- Born: 1986 Riyadh, Saudi Arabia
- Died: 27 August 2009 (aged 22–23) Jeddah, Saudi Arabia
- Cause of death: Suicide bombing
- Other names: Abdullah Hassan Tali' al-Asiri Abdullah al-Asiri Abul Khair
- Citizenship: Saudi Arabia
- Known for: Attempting to assassinate Muhammad bin Nayef
- Relatives: Ibrahim al-Asiri (older brother)

= Abdullah al-Asiri =

Al-Qaeda suicide bomber

Abdullah Hassan al-Asiri (عبد الله حسن عسيري) (1986 - 27 August 2009) was a Saudi Arabian member of al-Qaeda in the Arabian Peninsula. His name is an ascription to the Asir Province of Saudi Arabia. He died in August 2009 while attempting to assassinate Saudi Arabia's Deputy Minister of the Interior, Muhammad bin Nayef, with a suicide bomb.

==Biography==
Al-Asiri was recruited into al-Qaeda by his older brother Ibrahim al-Asiri, and the two brothers visited Yemen in 2007.

He was named on a Saudi list of most wanted terrorist suspects on 3 February 2009.

== Death ==
In August 2009 he spoke to Muhammad bin Nayef and expressed a desire to surrender to the authorities as part of the country's terrorist rehabilitation program, and they agreed to meet. A few days later, on 27 August 2009 Asiri queued up at Muhammad bin Nayef's Jeddah palace as a "well-wisher," a tradition in the kingdom during Ramadan. Assisted by his older brother, Ibrahim al-Asiri, he had hidden a pound (about 0.45 kg) of PETN plastic explosives in his rectum and anal canal, described by security experts as a novel technique. He exploded the bomb (perhaps with a mobile phone), killing himself, but only lightly injuring bin Nayef who was protected from the full force of the blast by Asiri's body.
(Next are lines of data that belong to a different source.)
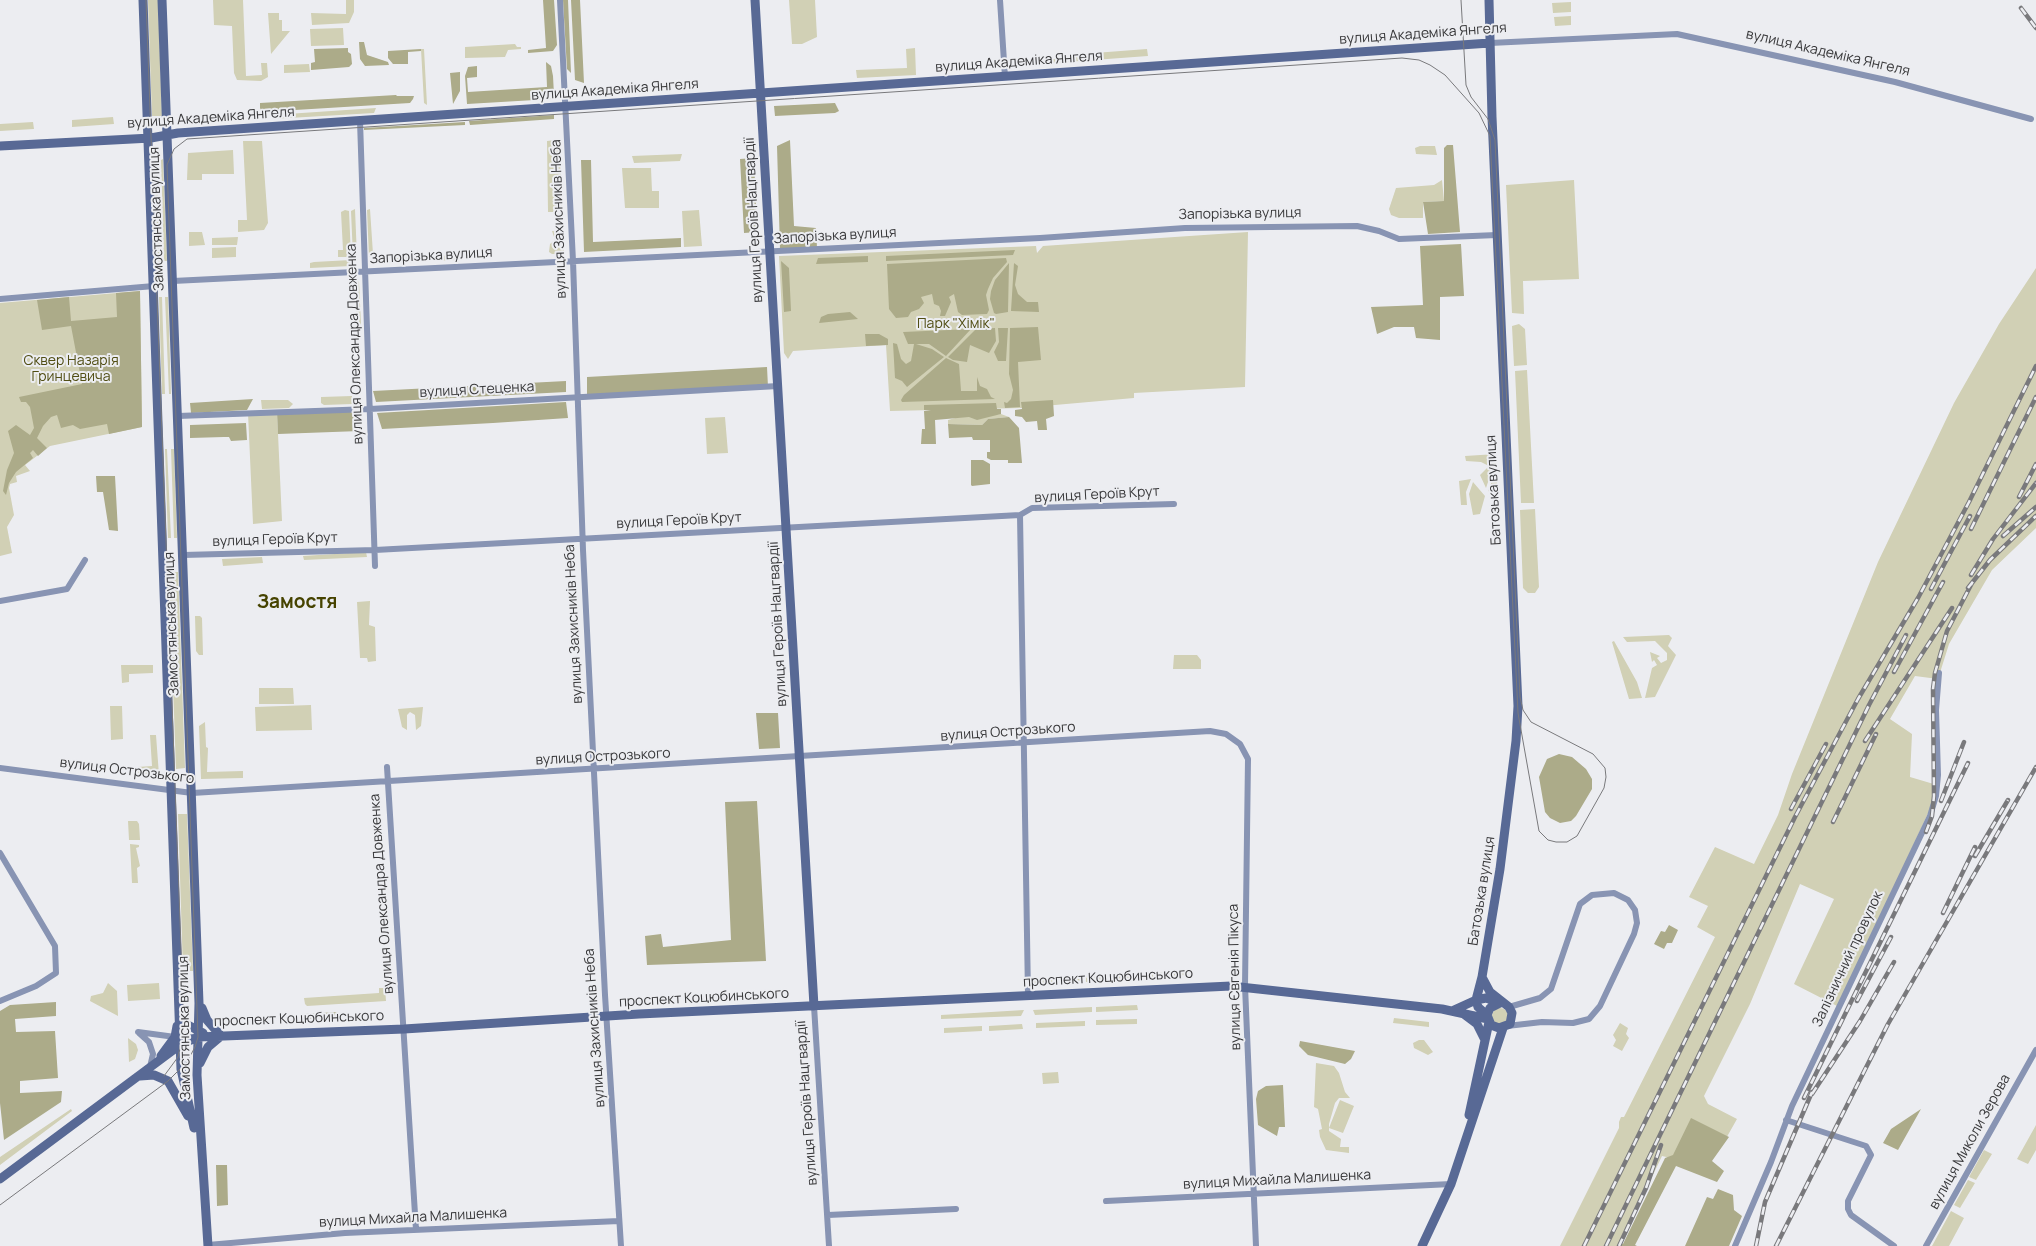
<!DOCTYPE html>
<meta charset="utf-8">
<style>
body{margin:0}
canvas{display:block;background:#ecedf1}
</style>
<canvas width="2036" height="1246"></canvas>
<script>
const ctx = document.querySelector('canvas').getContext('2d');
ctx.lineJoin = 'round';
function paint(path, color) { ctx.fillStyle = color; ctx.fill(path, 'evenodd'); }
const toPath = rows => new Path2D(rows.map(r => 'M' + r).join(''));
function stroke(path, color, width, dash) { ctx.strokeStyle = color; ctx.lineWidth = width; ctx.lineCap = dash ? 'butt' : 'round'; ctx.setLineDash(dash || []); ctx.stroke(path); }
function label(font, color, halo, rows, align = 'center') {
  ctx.font = font + ' Manrope,sans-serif'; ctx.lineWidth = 4; ctx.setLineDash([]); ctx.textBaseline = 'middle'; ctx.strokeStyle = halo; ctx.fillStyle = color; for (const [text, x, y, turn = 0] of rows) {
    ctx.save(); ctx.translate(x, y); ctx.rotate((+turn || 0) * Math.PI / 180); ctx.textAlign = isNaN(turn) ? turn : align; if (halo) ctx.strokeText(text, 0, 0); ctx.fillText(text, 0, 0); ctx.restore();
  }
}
paint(toPath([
 [148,0,158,0,162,116,152,116],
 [213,0,243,0,246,76,262,75,261,63,267,63,268,77,261,81,237,80,234,73,232,26,214,25],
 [346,0,354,0,354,12,349,23,312,25,311,13,346,14],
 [789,0,815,0,817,37,802,44,792,44],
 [1571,2,1571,12,1553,13,1552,3],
 [268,13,279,13,279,20,282,20,282,31,290,31,271,54],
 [1571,16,1571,25,1555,26,1554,17],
 [343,28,344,45,311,46,310,29],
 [515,44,517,47,521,47,521,49,508,50,505,57,465,58,465,47],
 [915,48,916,75,857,78,856,70,907,68,906,49],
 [421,49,424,49,427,105,424,103],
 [1147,49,1148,56,1053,63,1053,59,1068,58,1068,55],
 [309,64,310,72,284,73,284,65],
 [376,108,374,113,272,119,272,115],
 [113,117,114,124,72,127,72,120],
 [33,122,34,129,0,131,0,124],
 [556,140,560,158,562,212,548,212,547,141],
 [243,141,262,141,268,223,264,230,238,232,238,220,247,220],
 [1420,146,1435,146,1437,155,1416,154,1415,148],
 [233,150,234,174,202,174,202,180,187,180,188,153],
 [682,154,680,161,634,163,632,156],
 [157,159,160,262,158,261,154,160],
 [163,159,167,261,164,261,161,160],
 [622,168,651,168,652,191,659,191,659,208,625,208],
 [1442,180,1444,201,1423,202,1423,218,1399,218,1391,215,1389,209,1396,188,1434,185],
 [1574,180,1579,279,1523,281,1524,314,1512,313,1506,185],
 [355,209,357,257,353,257,351,211],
 [370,209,373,254,369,257,367,210],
 [345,210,349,211,351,257,338,257,338,250,343,250,341,212],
 [699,210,702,246,684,247,682,211],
 [552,231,563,232,564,251,560,254,552,254,549,252,550,244,555,240],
 [189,232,202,232,205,245,189,246],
 [1248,232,1245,387,1134,393,1134,398,1021,408,890,411,886,345,793,351,788,359,784,353,779,256,1036,246,1037,253,1043,246],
 [238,237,237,245,212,245,212,238],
 [236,247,236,257,212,258,212,248],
 [458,255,458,260,422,261,421,257],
 [418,257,417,262,376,263,375,259],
 [351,260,351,266,310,268,310,263,314,262],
 [2036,268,2036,528,1992,570,1949,644,1938,679,1915,676,1890,719,1912,734,1910,777,1937,785,1935,798,1839,1007,1794,984,1834,899,1800,884,1750,1004,1704,1096,1708,1104,1737,1119,1724,1142,1675,1159,1662,1156,1619,1246,1560,1246,1619,1128,1619,1122,1621,1117,1624,1117,1715,937,1697,927,1708,906,1689,897,1715,847,1754,864,1778,815,1792,774,1878,562,1954,403,1999,324],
 [355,280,359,282,361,324,357,326],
 [140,291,142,427,50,446,25,465,30,471,16,476,17,482,10,484,9,488,14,515,7,527,12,553,0,556,0,303],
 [159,297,162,297,165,394,162,394],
 [165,297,168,297,171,394,169,394],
 [1519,324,1525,329,1527,365,1514,366,1512,326],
 [1527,370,1534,503,1521,503,1515,371],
 [352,396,352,404,324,405,321,403,321,397],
 [261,400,288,400,293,404,289,408,262,409],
 [277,412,282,521,253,524,248,413],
 [1001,414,1009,417,988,419,982,425,948,424,948,420,959,417],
 [725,417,728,453,707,454,705,418],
 [165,449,167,449,171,538,168,538],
 [171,449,174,449,177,538,174,538],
 [1496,454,1497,485,1491,492,1488,491,1493,479,1489,479,1486,488,1480,475,1489,466,1481,462,1466,461,1465,456],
 [1471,479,1466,492,1467,505,1461,505,1459,481],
 [1473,482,1485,496,1480,514,1473,515,1469,494],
 [1535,509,1539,587,1535,593,1528,593,1523,588,1520,510],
 [366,552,367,557,304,560,303,556],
 [262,557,263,563,223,566,222,559],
 [169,572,178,572,185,768,176,769],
 [370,601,369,625,375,627,376,661,368,662,367,658,360,658,357,602],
 [195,616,200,616,202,618,203,655,199,655,196,651],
 [1669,635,1672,638,1668,646,1676,655,1655,697,1645,698,1652,668,1657,665,1654,660,1652,662,1650,652,1660,656,1657,658,1661,663,1667,660,1667,653,1655,641,1627,642,1623,637],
 [1614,641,1637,682,1642,698,1629,699,1612,642],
 [1174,655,1197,655,1201,660,1201,669,1173,669],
 [121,665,153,665,153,673,129,674,129,682,122,683],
 [259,688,293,688,294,704,259,704],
 [311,705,312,730,256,731,255,707],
 [110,706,122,706,123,739,111,740],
 [423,707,421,726,416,730,415,715,410,712,407,715,407,730,402,727,398,709],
 [205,722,206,747,208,748,207,772,243,771,243,778,201,779,199,726],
 [150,735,156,735,159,775,138,773,137,767,152,766],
 [178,814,187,814,193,971,183,971],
 [128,821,137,821,139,824,140,840,129,840],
 [130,844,139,845,139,847,136,848,140,866,137,868,138,883,132,883],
 [1185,971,1186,975,1142,978,1142,974],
 [1136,973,1136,979,1086,982,1086,976],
 [1082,976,1082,981,1031,984,1036,979],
 [108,983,117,991,118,1016,90,1001,91,996,103,993],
 [159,983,160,999,128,1001,127,985],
 [379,988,385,988,386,1001,307,1006,305,1004,304,998,379,993],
 [1137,1005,1138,1010,1096,1012,1096,1007],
 [1092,1007,1092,1012,1035,1015,1033,1010],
 '1492 1016a8 8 0 1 1 16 0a8 8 0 1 1-16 0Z',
 [1024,1010,1021,1016,941,1019,941,1015],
 [1394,1018,1429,1022,1429,1027,1393,1023],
 [1137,1019,1137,1024,1096,1025,1096,1020],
 [1085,1021,1085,1026,1036,1028,1036,1023],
 [1620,1023,1628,1028,1626,1034,1629,1038,1622,1051,1613,1046,1616,1040,1613,1035],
 [1022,1024,1023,1029,989,1031,989,1026],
 [982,1026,982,1031,944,1033,944,1028],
 [128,1038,136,1044,138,1050,135,1059,129,1062],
 [1419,1040,1424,1040,1433,1052,1428,1055,1414,1048,1413,1043],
 [1316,1063,1334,1066,1339,1073,1345,1092,1350,1098,1339,1098,1335,1103,1329,1124,1329,1131,1341,1139,1340,1147,1349,1147,1349,1153,1326,1150,1320,1137,1319,1130,1322,1129,1318,1109,1314,1107],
 [1058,1072,1059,1083,1043,1084,1042,1073],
 [1340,1100,1354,1106,1343,1133,1329,1128],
 [71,1109,72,1111,0,1165,0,1157],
 [2036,1125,2036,1150,2028,1164,2017,1159],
 [1984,1150,1992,1154,1976,1180,1969,1177],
 [1968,1180,1975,1183,1960,1208,1954,1205],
 [1951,1211,1964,1218,1949,1246,1932,1246]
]), '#d1d0b5');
paint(toPath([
 [543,0,554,0,557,45,553,51,528,53,528,50,546,48],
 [563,0,568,0,571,73,567,69],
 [571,0,580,0,584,83,575,80],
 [359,42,364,42,367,55,388,62,389,65,365,66,360,59],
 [348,48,348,52,351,54,352,64,349,67,311,70,311,63,315,62,314,49],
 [421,49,421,51,408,52,408,64,393,64,388,58,388,51],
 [546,62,551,66,553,76,554,95,552,99,467,104,465,76,468,67,477,66,477,77,467,78,468,92,547,87],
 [460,72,460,91,453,104,450,73],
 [396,95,397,96,414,96,413,99,410,103,262,112,260,108,260,103],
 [835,103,839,111,835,113,775,116,774,106],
 [554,115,554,119,470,125,469,121],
 [465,122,465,125,364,130,364,128],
 [790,140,794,226,816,228,817,248,780,249,777,146],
 [1447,145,1453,145,1460,232,1428,234,1423,202,1444,201,1444,148],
 [754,158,757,232,744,233,740,159],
 [581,160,591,160,593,242,681,238,681,247,584,252],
 [1461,244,1464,296,1440,297,1440,340,1416,338,1414,327,1394,327,1377,334,1371,307,1423,305,1420,246],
 [1015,250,1013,255,886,261,886,256],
 [868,256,868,262,816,264,818,258],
 [1006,258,1007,262,993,278,988,289,986,295,989,310,987,314,962,315,958,312,954,294,949,297,951,302,945,316,940,316,941,311,939,306,934,304,932,294,921,297,924,303,919,309,911,312,908,317,896,318,889,309,887,264],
 [781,261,789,268,791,311,784,312],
 [1009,263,1008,312,996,314,994,313,990,299,991,291,995,280],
 [1014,263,1018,266,1015,285,1018,294,1027,302,1038,302,1039,312,1011,311],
 [140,291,142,427,109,434,107,424,80,429,73,425,61,428,57,415,51,417,43,426,37,438,47,448,38,456,33,450,30,453,33,458,16,472,9,483,6,495,3,491,7,470,14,453,8,431,16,425,30,435,34,428,30,407,26,402,21,402,19,397,82,384,71,326,42,330,37,300,69,297,71,321,117,317,116,293],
 [850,312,858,319,819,323,821,317,828,314],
 [1038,327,1041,360,1018,362,1020,407,1005,408,1004,402,1007,403,1011,399,1013,390,1009,374,1010,328],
 [995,328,996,341,989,353,970,345,967,362,953,360,948,357,976,329],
 [998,328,1008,328,1006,361,998,361,994,352,999,342],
 [971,329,946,356,929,344,908,344,903,332],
 [865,334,879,334,888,339,888,345,866,346],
 [893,343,897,344,901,359,906,364,911,361,914,344,916,344,932,349,944,357,907,387,902,381,895,378],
 [946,358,959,364,961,391,977,391,977,377,980,386,987,389,991,397,995,399,902,402,901,400,904,395],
 [767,367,768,387,587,396,587,377],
 [566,381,566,392,376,402,373,391],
 [253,399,247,410,191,413,190,403],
 [1053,400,1054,416,1046,419,1047,430,1038,430,1037,421,1026,422,1022,417,1015,416,1015,410,1022,409,1021,402],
 [566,402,568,418,493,423,382,429,377,413],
 [996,403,997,409,1001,409,1001,414,977,420,969,417,935,420,936,444,921,444,922,429,925,429,924,411,931,411,924,410,924,405],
 [357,409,360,431,278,434,277,412],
 [1009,417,1019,428,1022,463,1008,463,1008,460,991,460,987,458,987,452,990,452,990,440,973,440,972,437,949,438,948,424,982,425,988,419],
 [246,423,247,440,231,441,229,437,224,437,190,438,190,425],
 [971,460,983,460,990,464,990,484,972,486,971,485],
 [96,476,115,476,118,531,109,530,103,492,97,492],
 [756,713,778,713,780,748,759,749],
 [1559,754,1572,757,1586,769,1592,779,1592,789,1576,816,1571,821,1560,823,1550,818,1545,812,1539,777,1547,759],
 [757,801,766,961,647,965,645,936,661,934,663,947,731,940,725,802],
 [1669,925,1678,930,1672,943,1667,943,1664,949,1654,944,1661,931,1665,932],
 [56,1002,56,1016,15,1019,16,1032,55,1031,58,1078,20,1081,20,1093,62,1091,61,1102,4,1140,0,1103,0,1011,10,1005],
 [337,1012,337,1017,304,1019,305,1014],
 [1300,1041,1355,1051,1351,1059,1345,1064,1308,1055,1299,1046],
 [1283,1085,1285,1127,1279,1127,1277,1136,1258,1125,1256,1099,1258,1091,1266,1086],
 [1921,1109,1898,1150,1883,1143,1891,1129],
 [1691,1118,1729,1137,1712,1161,1724,1171,1717,1182,1676,1166,1635,1245,1637,1246,1619,1246,1620,1242,1623,1244,1665,1158,1673,1155],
 [216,1165,227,1165,228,1205,217,1206],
 [1718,1189,1733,1195,1734,1210,1742,1216,1729,1246,1685,1246,1707,1197,1713,1199]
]), '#acab89');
stroke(toPath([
 [560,0,573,261,583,550,605,995,621,1246],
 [1000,0,1005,77],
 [1490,43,1677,34,1895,82,2031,119],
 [360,121,375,566],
 [173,281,1040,238,1185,228,1357,226,1379,231,1399,239,1497,235],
 [0,299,154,286],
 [178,416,370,409,778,386],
 [1020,515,1028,995],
 [183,555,375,550,1020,515,1032,508,1174,504],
 [0,601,67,589,85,560],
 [387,767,416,1230],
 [0,768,192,793,1210,731,1226,734,1240,744,1248,759,1245,986,1256,1246],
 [0,853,55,946,56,973,36,986,0,1001],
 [814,1006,829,1246],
 [1507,1026,1542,1022,1573,1023,1589,1019,1600,1006,1634,934,1637,923,1635,910,1628,900,1614,893,1592,895,1580,904,1551,989,1540,998,1509,1007],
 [138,1032,175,1037,194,1037],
 [139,1033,149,1042,153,1054,150,1067],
 [1786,1120,1866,1146,1871,1155,1848,1201,1848,1209,1851,1215,1894,1246],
 [1106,1201,1451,1184],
 [828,1215,956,1209],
 [208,1245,345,1233,619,1221],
 [1735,1246,1771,1162,1792,1106,1930,816,1936,796,1938,775,1936,710,1939,673],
 [1926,1246,2036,1050]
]), '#8894b3', 6);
stroke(toPath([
 [143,0,181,1069,194,1128],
 [162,0,199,1003,197,1075,208,1246],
 [755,0,814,1006],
 [0,146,151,138,178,133,1490,43],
 [1482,977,1490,992,1509,1007,1512,1013,1510,1024,1499,1028,1491,1025,1487,1015,1490,1008,1500,1003],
 [202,1008,207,1020,221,1036],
 [1454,1010,1476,1000,1486,998,1500,1003],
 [1465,1015,1477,1024,1484,1038],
 [1487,1015,1478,1007,1476,1000,1482,977,1500,869,1516,741,1518,706,1492,117,1489,0],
 [181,1016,182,1022,203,1033],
 [161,1056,175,1037,177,1026],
 [200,1063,208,1047,221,1036],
 [140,1076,154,1075,168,1081,188,1116],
 [1469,1115,1489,1022],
 [0,1179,180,1045,198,1037,404,1029,639,1014,1231,986,1442,1009,1488,1019],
 [1422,1246,1451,1184,1503,1028]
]), '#586995', 9);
stroke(toPath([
 [146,0,184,1028,178,1057,164,1076],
 [0,1205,168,1081,187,1062,195,1047,198,1037,167,165,174,149,187,139,1402,58,1419,60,1430,65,1445,75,1479,113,1490,136,1518,713,1539,831,1548,840,1556,842,1567,842,1577,836,1604,788,1606,777,1605,768,1593,754,1531,722,1523,710,1520,697,1495,140,1488,119,1471,97,1466,85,1461,0]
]), '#79797c', 1);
const rail = toPath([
 [2021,8,2036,28],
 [2019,497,2036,464],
 [1971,529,2036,397],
 [2003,536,2036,507],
 [1971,575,1993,539,2036,483],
 [1968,588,1990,560,2036,516],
 [1931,589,1970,516],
 [1894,672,1943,582],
 [1865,741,1952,608],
 [1941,801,1964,742],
 [1791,809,1826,744],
 [1833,822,1876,734],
 [1926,832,1932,816,1934,796,1933,689,1935,673,1947,631,1972,583],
 [1975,856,2008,800],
 [1943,913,1975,847],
 [1857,1001,1891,937],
 [1812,1094,1860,1021,1894,962],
 [1804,1098,1968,763],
 [1584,1246,1795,817,1858,699,1918,598,1969,502,2036,366],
 [1606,1246,1869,705,1906,635],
 [1619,1246,1646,1188,1661,1145],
 [1756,1246,1765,1202,1812,1092],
 [1776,1246,1888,1024,2036,767]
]);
stroke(rail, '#79797c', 4.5);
stroke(rail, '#ecedf1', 2.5, [8]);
label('14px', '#38383a', '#ecedf1', [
 ["вулиця Академіка Янгеля",1423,34,-4],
 ["вулиця Академіка Янгеля",1828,53,13],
 ["вулиця Академіка Янгеля",1019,62,-4],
 ["вулиця Академіка Янгеля",615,90,-4],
 ["вулиця Академіка Янгеля",211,118,-4],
 ["Запорізька вулиця",1240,214,-1],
 ["Замостянська вулиця",157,219,-92],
 ["вулиця Захисників Неба",559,219,-92],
 ["вулиця Героїв Нацгвардії",754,220,-93],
 ["Запорізька вулиця",835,236,-3],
 ["Запорізька вулиця",431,256,-3],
 ["вулиця Олександра Довженка",355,344,-92],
 ["вулиця Стеценка",477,390,-3],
 ["Батозька вулиця",1494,490,-93],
 ["вулиця Героїв Крут",1097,495,-3],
 ["вулиця Героїв Крут",679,521,-3],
 ["вулиця Героїв Крут",275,540,-2],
 ["Замостянська вулиця",172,624,-92],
 ["вулиця Захисників Неба",574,624,-93],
 ["вулиця Героїв Нацгвардії",778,624,-93],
 ["вулиця Острозького",1008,732,-4],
 ["вулиця Острозького",603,757,-3],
 ["вулиця Острозького",127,771,7],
 ["Батозька вулиця",1482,891,-81],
 ["вулиця Олександра Довженка",382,894,-94],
 ["Залізничний провулок",1848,959,-65],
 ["вулиця Євгенія Пікуса",1235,977,-91],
 ["проспект Коцюбинського",1108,978,-3],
 ["проспект Коцюбинського",704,998,-3],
 ["проспект Коцюбинського",299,1019,-2],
 ["Замостянська вулиця",185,1028,-91],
 ["вулиця Захисників Неба",595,1028,-94],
 ["вулиця Героїв Нацгвардії",807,1103,-94],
 ["вулиця Миколи Зерова",1970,1142,-61],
 ["вулиця Михайла Малишенка",1277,1180,-3],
 ["вулиця Михайла Малишенка",413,1218,-3]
]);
label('14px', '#514e14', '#ecedf1', [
 ["Парк \"Хімік\"",956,324],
 ["Сквер Назарія",71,361],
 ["Гринцевича",71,377]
]);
label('bold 19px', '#464300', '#ecedf1', [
 ["Замостя",297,603]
]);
</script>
Asiri had passed through a metal detector and remained in the security of the Prince's bodyguards for over 24 hours before gaining the audience. "I did not want him to be searched, but he surprised me by blowing himself up," said Muhammad bin Nayef.

According to Bruce Riedel, a former CIA officer and director of the Intelligence Project at the Brookings Institution, "the weight of the evidence I have seen is that [bin Nayef] was more injured in the assassination attempt than was admitted." To treat his injuries the prince "got onto a pain killer routine that was very addictive. I think that problem got progressively worse." According to The New York Times, citing "an associate of the royal family", the prince's alleged addiction was cited to "strengthen support for the sudden change in the line of succession" that removed bin Nayef from office.

This was the first assassination attempt against a royal family member since 2003, when Saudi Arabia faced a sharp increase in al-Qaeda linked attacks. A Yemeni, Rayed Abdullah Salem Al Harbi, assisted Asiri in preparing for his suicide mission.